Bamboo is grass, that was once best known here in the United States for panda food and fishing rods.

A study brought to our attention on the Norwood blog reports on a Dovetail Partners study that criticises and recommends closer scrutiny of what has become the bamboo industry.

To put things in perspective, Norwood “is an international producer of wood-based panels.” Norwood products include subflooring, sheathing and roof panels. Obviously, in many ways bamboo competes with traditional wood. But that does not mean we should totally ignore or discount findings about bamboo.

There are many plants that grow in harmony with nature and have wonderful properties that feed and help people live well. The problems often come through making industries of these products. Many food staples, such as corn and wheat, have become single-varietal monocultures heavily managed and treated with fertilizers and pesticides. Growing these crops often radically changes natural landscapes. We have written before about the decimation of Ohio’s forest, so dense that they were once thought impenetrable. The great plains saw the death of grasslands and long-gone are most midwestern prairies. Farms replaced most of these natural landscapes.

The same is true of our building products. Critics have long denounced the clear-cutting of old-growth forests and growing forests that rely on carefully-managed single-species trees clearcut and harvested at regular intervals.

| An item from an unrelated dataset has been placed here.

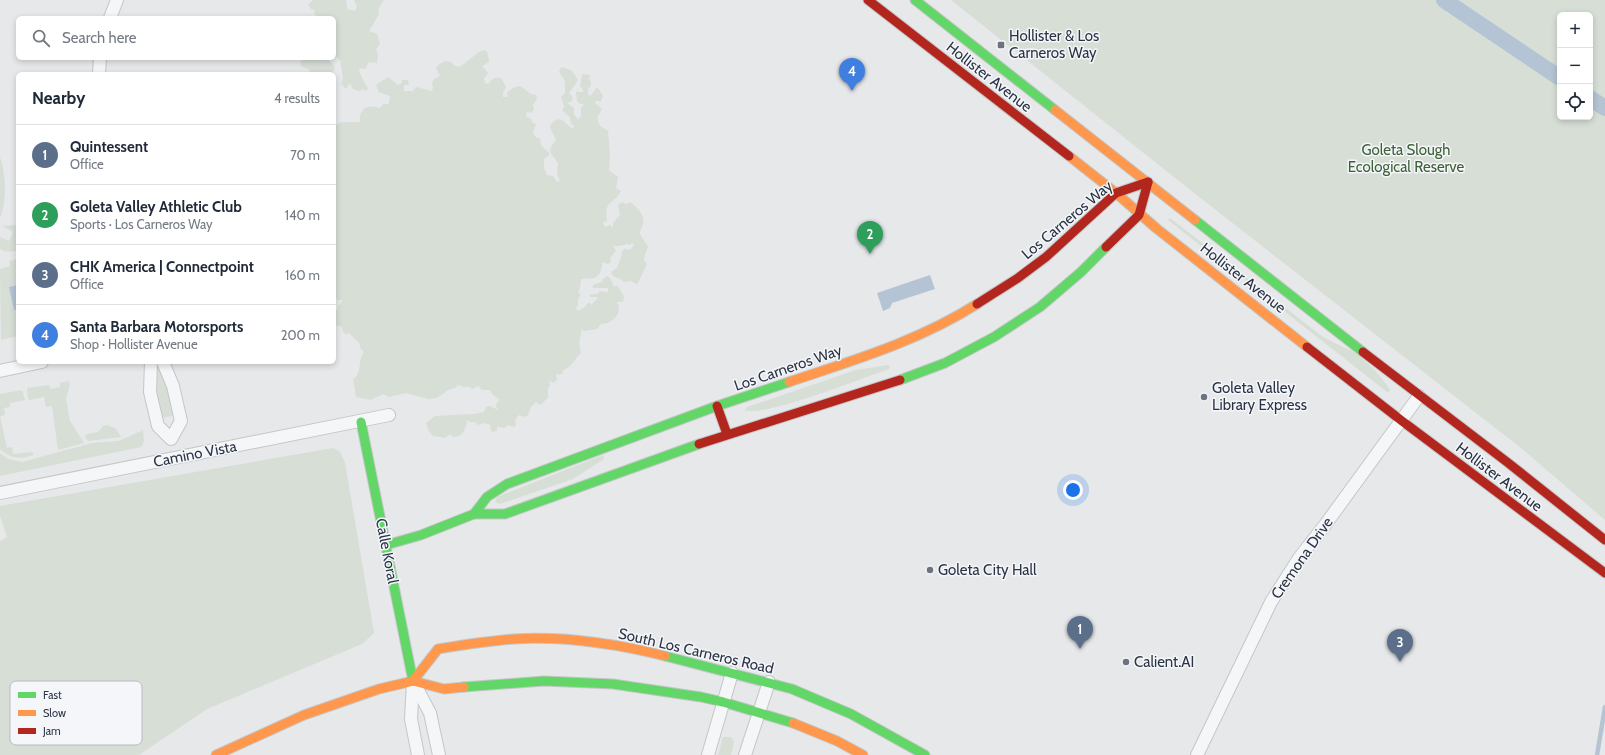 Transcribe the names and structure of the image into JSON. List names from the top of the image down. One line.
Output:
{"streets":{"main road":["Hollister Avenue","Los Carneros Way","Calle Koral","South Los Carneros Road"],"street":["Camino Vista","Cremona Drive"]},"crossings":[["Hollister Avenue","Los Carneros Way"],["Hollister Avenue","Cremona Drive"],["Camino Vista","Calle Koral"],["Calle Koral","South Los Carneros Road"]],"parks":["Goleta Slough Ecological Reserve"],"places":{"transit":["Hollister & Los Carneros Way"],"other":["Goleta Valley Library Express","Goleta City Hall","Calient.AI"]},"legend":["Fast","Slow","Jam"],"page":{"map_buttons":["+","−"],"search":"Search here","pins":["4","2","1","3"],"heading":["Nearby","4 results"],"list":[{"mark":"1","name":"Quintessent","note":"Office","value":"70 m"},{"mark":"2","name":"Goleta Valley Athletic Club","note":"Sports · Los Carneros Way","value":"140 m"},{"mark":"3","name":"CHK America | Connectpoint","note":"Office","value":"160 m"},{"mark":"4","name":"Santa Barbara Motorsports","note":"Shop · Hollister Avenue","value":"200 m"}]}} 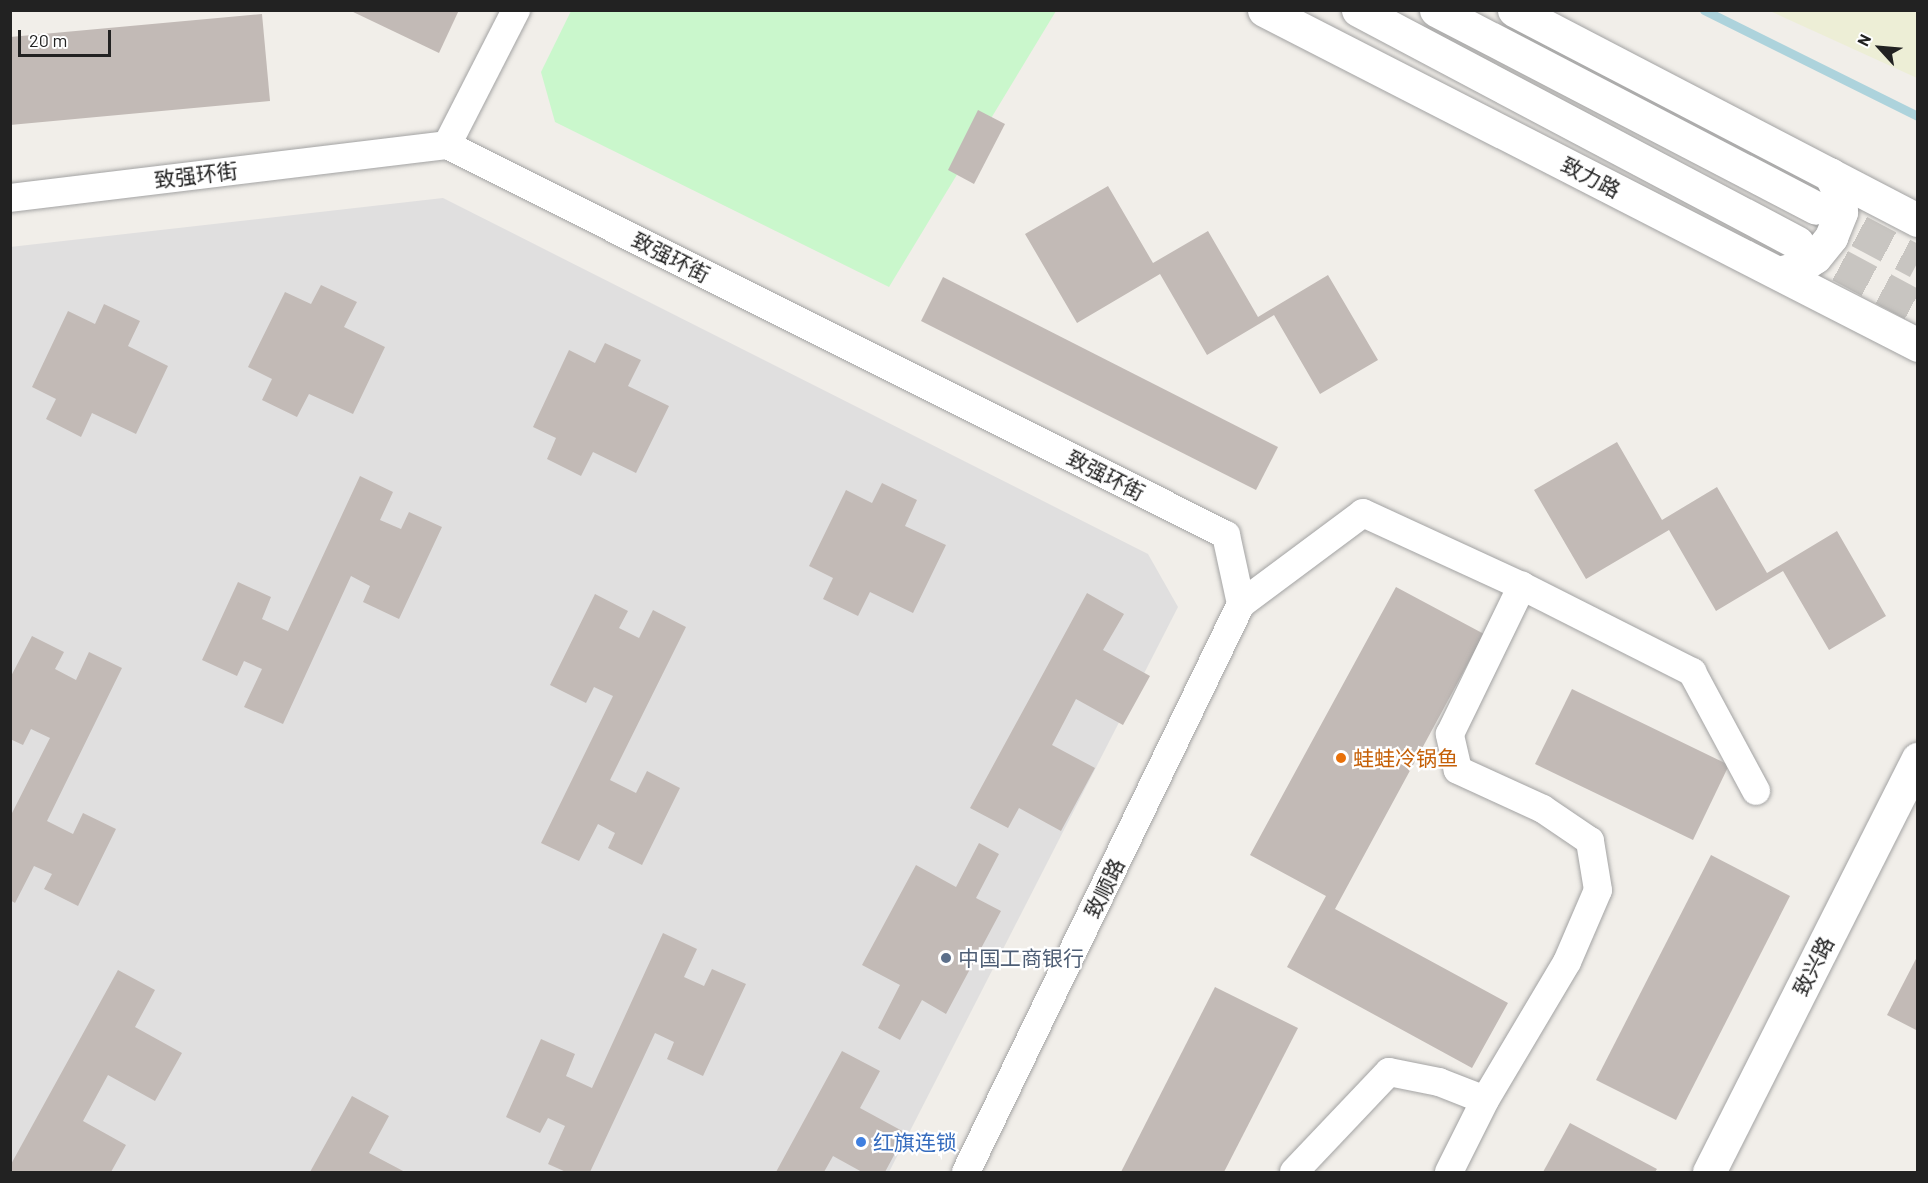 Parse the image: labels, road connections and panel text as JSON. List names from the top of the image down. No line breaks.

These days we can choose certified wood products and organically-farmed food. In some places, conservationists are working to restore examples of the natural landscapes, such as prairies that once existed.

The accusations, thus are similar for the industrialization of bamboo production. Norwood says, “Many newer products on the market, like bamboo, make lofty promises of sustainability but can actually be quite harmful to the environment.”

The Dovetail Partners study is called Bamboo Products and their Environmental Impacts: Revisited. Lead author Jim Bowyer writes that Dovetail investigated bamboo's environmental attributes in 2005 and had concerns about the material’s growing, harvesting and manufacturing processes. The fear was that the industrialization of bamboo had caused natural forests to be cleared for bamboo plantations. Plantations resulted in loss of biodiversity as well as fertilizer and pesticide use. The conclusion was that bamboo products needed serious re-evaluation and third-party certification of green status.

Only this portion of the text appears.